Druze Arabs in Syria have long been loyal to President Bashar al-Assad, and their brethren in Israel and the Golan Heights, which Israeli forces captured in 1967, have been lobbying the Netanyahu government to safeguard the community.
The Israelis, however, have sought to keep out of the more than four-year-old insurgency against Assad, an old foe who, they fear, may be toppled by more hostile Islamist militants.
But in a rare spillover of Syria’s sectarian conflict into the Golan, a Druze mob last week beat to death a civil war casualty who was being taken by ambulance to Israel, where hundreds of Syrian wounded have received treatment during the conflict.
Israel has said it has also sent food and water across the frontier.
Briefing reporters on Monday, Defence Minister Moshe Yaalon said that, from the outset, Israel knew there were rebels among those it was helping and “placed two conditions on this aid – that terrorist groups not approach the fence, and that the Druze not be touched”.
He was referring to the southern Syrian Druze village of Hader on which rebels have encroached, setting off solidarity protests in the Golan and Israel where the Druze are an Arab minority with influence in the military and government.

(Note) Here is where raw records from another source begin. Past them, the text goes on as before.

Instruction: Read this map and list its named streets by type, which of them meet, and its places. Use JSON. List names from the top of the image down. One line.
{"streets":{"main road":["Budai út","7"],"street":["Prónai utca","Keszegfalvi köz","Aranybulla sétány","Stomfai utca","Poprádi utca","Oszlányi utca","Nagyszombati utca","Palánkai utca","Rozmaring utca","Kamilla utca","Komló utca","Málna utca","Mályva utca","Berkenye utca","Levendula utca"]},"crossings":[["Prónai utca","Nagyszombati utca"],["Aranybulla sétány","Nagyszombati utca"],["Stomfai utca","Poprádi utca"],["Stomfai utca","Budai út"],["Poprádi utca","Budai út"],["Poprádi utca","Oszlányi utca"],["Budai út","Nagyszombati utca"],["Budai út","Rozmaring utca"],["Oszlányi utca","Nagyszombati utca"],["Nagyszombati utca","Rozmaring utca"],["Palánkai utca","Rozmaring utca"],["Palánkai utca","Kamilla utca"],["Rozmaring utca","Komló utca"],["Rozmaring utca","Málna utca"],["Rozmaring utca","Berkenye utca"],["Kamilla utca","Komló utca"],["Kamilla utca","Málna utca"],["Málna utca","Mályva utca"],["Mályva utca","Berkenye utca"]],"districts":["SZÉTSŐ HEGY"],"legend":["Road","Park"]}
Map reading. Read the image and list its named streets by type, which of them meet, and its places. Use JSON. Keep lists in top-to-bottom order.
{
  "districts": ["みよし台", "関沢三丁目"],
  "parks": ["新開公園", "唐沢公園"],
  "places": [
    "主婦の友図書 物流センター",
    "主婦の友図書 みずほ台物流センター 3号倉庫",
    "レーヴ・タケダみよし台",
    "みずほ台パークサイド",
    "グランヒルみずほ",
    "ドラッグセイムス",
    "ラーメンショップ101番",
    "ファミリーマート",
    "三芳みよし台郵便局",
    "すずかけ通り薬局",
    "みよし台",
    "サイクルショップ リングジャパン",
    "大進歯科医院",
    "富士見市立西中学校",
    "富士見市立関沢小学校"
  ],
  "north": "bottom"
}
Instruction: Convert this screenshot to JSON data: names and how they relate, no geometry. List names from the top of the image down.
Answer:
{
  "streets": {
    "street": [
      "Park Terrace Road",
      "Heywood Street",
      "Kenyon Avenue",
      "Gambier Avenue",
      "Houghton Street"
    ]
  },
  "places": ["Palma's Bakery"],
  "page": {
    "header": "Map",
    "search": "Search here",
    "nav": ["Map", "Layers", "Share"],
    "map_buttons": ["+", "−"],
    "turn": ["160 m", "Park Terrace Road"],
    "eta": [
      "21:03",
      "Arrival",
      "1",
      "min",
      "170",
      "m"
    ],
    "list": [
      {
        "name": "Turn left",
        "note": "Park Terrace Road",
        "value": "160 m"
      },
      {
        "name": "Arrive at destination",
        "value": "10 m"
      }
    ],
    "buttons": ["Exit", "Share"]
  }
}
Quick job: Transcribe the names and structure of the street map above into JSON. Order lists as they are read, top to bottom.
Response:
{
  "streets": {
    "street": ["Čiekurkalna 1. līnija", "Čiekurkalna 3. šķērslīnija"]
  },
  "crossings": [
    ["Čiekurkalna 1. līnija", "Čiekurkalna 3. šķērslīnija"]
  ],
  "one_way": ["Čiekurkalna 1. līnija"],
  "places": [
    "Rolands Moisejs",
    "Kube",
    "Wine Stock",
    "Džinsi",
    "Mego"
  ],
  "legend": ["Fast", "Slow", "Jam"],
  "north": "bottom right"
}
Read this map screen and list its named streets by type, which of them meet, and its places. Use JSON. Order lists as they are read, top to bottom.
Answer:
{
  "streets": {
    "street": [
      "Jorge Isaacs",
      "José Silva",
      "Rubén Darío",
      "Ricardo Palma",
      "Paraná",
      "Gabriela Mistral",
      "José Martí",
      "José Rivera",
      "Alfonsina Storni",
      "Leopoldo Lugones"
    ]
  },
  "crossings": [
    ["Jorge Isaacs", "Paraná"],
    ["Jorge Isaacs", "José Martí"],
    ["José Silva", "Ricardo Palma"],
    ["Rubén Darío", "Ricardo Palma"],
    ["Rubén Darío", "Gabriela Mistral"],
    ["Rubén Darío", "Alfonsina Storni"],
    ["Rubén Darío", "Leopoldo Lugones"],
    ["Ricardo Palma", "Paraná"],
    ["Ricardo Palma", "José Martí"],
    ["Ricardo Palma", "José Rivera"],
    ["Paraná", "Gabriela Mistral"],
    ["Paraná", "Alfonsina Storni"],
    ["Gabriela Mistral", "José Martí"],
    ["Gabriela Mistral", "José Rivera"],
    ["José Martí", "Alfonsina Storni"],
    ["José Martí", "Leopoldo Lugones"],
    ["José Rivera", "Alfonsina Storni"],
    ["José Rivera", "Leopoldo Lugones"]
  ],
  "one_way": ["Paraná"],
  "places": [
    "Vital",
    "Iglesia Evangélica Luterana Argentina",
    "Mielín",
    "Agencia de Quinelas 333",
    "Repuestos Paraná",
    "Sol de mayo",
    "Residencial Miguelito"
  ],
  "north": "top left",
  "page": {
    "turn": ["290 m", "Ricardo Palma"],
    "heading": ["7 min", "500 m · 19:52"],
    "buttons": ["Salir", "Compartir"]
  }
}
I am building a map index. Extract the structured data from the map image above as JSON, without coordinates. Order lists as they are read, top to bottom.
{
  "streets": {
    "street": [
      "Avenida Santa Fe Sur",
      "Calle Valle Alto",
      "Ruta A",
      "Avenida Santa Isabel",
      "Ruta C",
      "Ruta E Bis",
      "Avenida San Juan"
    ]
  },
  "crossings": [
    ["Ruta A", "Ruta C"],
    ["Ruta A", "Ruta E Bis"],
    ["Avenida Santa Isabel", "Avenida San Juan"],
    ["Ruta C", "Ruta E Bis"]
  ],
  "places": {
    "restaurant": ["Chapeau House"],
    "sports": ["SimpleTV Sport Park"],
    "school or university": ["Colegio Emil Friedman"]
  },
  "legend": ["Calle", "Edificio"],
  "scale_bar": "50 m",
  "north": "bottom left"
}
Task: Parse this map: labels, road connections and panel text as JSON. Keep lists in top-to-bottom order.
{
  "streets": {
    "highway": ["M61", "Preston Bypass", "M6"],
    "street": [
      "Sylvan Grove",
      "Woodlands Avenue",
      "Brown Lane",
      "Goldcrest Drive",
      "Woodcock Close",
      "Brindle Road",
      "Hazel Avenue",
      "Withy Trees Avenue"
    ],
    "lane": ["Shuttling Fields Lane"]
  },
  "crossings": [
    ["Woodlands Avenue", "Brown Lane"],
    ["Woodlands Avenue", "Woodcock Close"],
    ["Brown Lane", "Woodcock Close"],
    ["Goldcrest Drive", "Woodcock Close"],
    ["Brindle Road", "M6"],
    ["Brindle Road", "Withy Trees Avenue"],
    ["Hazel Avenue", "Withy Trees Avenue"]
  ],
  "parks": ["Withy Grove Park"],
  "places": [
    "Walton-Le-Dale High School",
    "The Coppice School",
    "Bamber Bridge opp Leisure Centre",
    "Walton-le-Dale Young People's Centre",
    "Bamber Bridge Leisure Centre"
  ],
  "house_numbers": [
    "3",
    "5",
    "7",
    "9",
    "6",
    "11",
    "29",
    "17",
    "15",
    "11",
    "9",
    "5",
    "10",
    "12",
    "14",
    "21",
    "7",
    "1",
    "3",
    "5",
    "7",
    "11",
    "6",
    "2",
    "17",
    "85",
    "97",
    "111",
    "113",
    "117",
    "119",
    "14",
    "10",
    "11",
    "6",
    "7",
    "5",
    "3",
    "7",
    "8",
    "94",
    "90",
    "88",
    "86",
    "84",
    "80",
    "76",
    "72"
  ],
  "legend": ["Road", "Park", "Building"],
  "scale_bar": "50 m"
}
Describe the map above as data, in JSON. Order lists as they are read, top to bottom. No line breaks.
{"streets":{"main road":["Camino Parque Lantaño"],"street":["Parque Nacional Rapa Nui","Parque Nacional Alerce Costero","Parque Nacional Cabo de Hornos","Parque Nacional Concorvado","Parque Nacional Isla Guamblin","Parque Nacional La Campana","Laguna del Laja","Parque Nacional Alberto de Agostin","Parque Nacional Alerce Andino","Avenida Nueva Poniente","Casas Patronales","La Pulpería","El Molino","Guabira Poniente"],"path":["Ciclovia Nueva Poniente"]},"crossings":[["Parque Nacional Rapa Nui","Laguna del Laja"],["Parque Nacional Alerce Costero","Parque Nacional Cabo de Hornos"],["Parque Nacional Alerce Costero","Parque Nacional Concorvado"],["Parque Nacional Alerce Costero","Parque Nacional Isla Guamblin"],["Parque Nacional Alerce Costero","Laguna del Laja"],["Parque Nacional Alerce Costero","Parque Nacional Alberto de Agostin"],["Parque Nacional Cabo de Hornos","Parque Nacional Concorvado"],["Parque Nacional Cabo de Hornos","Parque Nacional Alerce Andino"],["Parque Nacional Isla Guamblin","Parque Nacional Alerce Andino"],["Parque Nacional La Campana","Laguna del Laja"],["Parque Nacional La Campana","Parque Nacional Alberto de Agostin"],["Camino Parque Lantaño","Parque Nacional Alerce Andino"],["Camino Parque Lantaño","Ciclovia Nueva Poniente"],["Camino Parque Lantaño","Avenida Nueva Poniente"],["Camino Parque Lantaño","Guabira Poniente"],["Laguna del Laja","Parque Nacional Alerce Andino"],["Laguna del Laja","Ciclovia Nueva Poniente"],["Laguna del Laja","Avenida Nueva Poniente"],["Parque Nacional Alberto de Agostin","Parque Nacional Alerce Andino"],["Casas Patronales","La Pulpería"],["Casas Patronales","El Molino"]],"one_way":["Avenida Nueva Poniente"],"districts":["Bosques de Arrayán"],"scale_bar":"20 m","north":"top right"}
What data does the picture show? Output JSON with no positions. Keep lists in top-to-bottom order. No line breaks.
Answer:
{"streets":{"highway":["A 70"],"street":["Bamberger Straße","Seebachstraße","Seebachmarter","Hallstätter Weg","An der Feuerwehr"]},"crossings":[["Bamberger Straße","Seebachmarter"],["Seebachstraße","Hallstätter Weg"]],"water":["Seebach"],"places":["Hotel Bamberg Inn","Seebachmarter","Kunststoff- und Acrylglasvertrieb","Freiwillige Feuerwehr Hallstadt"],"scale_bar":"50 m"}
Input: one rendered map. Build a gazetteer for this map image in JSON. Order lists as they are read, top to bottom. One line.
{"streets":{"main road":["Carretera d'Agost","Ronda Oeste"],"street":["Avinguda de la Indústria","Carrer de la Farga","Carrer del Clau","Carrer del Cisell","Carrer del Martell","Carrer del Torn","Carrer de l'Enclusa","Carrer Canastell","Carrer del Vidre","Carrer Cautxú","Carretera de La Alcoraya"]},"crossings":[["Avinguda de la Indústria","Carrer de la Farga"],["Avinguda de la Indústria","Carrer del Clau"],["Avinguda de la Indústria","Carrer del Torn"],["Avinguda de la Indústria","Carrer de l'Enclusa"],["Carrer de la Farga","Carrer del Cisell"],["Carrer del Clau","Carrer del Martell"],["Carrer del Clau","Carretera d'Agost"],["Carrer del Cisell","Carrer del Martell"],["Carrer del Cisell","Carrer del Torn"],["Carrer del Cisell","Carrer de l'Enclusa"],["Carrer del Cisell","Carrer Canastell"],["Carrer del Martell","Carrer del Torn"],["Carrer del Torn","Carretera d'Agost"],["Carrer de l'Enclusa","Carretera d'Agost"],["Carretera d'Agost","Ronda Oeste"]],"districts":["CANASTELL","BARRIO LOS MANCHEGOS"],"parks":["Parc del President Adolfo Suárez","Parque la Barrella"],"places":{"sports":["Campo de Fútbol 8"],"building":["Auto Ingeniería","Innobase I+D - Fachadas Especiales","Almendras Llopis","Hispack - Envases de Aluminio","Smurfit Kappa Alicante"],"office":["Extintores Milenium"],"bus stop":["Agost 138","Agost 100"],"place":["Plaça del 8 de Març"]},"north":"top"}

Another Israeli defense official said that while Israel has not refused medical treatment to any Syrian approaching its lines, “later, when it became clear that they were rebels, we made sure that they understood we expected our conditions to be kept”.
The official said he knew of no cases of Israel helping members of Nusra Front, an al Qaeda offshoot in Syria which has beset the Druze. Rather, the official said, Israel has engaged mainly with non-jihadist rebels like the Free Syrian Army.
The “terrorists” referred to by Yaalon were radical Islamists that are bent on attacking Israel no less than on toppling Assad, the Israeli official told Reuters.
But he allowed that telling them apart from other armed factions “can be difficult”.
Yaalon said Israel’s conditions were being upheld, but that the June 22 Druze attack on the ambulance that left one Syrian casualty dead and another seriously wounded may have backfired by “spurring calls for revenge against the Druze in Hader”.
“I don’t want at any price the so-called help of the Israelis who are playing a very dubious and suspicious role,” Lebanon’s Druze leader, Walid Jumblatt, declared in an interview on “Aaron Klein Investigative Radio” broadcast on New York’s AM 970 The Answer and Philadelphia’s NewsTalk 990 AM or online.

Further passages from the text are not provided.